**Data entries**

Start of Block

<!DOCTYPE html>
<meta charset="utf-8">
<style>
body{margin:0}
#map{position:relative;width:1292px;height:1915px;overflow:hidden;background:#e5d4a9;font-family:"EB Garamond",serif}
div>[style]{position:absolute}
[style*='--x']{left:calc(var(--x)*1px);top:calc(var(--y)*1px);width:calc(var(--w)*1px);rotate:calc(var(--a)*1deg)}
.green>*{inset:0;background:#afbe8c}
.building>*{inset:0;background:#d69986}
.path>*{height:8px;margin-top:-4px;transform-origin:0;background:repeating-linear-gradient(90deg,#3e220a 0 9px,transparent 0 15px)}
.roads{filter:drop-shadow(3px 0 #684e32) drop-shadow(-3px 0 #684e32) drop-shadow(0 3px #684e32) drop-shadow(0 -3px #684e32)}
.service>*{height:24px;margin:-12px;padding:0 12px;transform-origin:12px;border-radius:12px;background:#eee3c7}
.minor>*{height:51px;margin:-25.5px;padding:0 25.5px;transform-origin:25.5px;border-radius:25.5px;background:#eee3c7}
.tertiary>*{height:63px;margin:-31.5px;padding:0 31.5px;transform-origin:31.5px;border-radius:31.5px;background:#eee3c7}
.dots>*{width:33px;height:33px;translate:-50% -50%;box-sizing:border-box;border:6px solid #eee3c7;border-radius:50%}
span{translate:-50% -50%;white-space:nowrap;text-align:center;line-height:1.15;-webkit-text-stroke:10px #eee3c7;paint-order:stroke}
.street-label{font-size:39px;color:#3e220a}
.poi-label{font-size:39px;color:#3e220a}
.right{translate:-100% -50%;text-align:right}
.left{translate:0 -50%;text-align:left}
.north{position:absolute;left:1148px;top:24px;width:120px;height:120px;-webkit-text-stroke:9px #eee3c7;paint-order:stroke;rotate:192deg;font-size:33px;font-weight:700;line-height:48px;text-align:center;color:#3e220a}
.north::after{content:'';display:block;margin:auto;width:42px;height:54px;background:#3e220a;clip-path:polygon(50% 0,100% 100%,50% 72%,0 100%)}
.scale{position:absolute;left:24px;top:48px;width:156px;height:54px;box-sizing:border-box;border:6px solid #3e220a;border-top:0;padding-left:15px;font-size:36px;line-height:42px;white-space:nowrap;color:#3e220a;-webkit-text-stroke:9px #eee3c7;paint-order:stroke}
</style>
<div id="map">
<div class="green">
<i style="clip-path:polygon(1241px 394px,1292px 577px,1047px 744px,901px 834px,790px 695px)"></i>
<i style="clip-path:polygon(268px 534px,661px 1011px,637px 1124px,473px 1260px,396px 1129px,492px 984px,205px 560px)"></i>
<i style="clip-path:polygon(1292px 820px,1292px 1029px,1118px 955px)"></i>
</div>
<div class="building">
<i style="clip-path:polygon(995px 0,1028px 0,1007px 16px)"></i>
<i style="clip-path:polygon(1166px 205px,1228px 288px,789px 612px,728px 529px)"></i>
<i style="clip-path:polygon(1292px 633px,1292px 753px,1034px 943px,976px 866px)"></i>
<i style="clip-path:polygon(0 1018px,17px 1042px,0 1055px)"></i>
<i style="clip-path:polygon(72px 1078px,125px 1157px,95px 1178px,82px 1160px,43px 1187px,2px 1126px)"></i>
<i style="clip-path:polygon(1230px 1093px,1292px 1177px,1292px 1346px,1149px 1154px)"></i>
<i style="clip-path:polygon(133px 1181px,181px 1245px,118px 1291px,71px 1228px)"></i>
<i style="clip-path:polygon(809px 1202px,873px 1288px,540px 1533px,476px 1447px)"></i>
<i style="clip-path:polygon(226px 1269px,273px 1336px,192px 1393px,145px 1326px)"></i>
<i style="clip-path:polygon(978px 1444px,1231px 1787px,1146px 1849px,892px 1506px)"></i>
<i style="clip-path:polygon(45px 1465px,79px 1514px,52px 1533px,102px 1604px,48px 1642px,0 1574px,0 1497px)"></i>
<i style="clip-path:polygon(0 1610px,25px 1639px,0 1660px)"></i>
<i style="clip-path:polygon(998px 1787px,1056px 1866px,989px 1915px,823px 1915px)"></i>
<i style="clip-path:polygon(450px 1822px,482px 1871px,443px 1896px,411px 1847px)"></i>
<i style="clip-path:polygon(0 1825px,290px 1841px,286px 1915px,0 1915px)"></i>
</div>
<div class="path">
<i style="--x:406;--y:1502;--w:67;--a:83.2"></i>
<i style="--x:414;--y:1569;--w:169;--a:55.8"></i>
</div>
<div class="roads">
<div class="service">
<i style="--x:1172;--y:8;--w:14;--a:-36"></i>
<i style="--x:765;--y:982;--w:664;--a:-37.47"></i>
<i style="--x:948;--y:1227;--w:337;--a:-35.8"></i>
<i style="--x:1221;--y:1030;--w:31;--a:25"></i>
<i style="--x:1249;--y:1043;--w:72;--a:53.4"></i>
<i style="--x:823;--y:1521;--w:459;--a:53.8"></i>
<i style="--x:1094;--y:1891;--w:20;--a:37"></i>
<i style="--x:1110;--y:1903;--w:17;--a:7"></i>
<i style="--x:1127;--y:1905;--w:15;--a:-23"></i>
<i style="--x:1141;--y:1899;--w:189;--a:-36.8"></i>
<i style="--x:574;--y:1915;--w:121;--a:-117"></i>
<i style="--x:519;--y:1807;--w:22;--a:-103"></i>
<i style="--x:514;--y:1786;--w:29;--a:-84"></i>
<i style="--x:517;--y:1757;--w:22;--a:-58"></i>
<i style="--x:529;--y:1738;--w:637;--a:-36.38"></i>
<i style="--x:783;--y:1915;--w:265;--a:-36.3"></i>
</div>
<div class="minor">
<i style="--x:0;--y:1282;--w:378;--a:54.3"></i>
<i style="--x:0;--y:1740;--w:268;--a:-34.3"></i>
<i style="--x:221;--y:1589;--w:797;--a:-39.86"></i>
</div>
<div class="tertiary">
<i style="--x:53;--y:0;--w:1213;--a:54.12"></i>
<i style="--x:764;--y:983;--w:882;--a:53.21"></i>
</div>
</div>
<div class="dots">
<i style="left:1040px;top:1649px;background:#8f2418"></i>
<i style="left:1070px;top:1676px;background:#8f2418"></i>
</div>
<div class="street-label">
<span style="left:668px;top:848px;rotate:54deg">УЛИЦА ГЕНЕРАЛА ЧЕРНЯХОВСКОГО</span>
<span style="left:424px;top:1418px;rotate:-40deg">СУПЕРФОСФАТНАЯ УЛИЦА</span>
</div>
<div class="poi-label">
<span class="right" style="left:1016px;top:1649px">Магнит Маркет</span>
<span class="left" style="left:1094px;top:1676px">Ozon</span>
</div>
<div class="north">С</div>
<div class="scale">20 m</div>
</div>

End of Block

**What is being asked**
For each line in the records that contains the word "service", make a copy.

**Task answer**
.service>*{height:24px;margin:-12px;padding:0 12px;transform-origin:12px;border-radius:12px;background:#eee3c7}
<div class="service">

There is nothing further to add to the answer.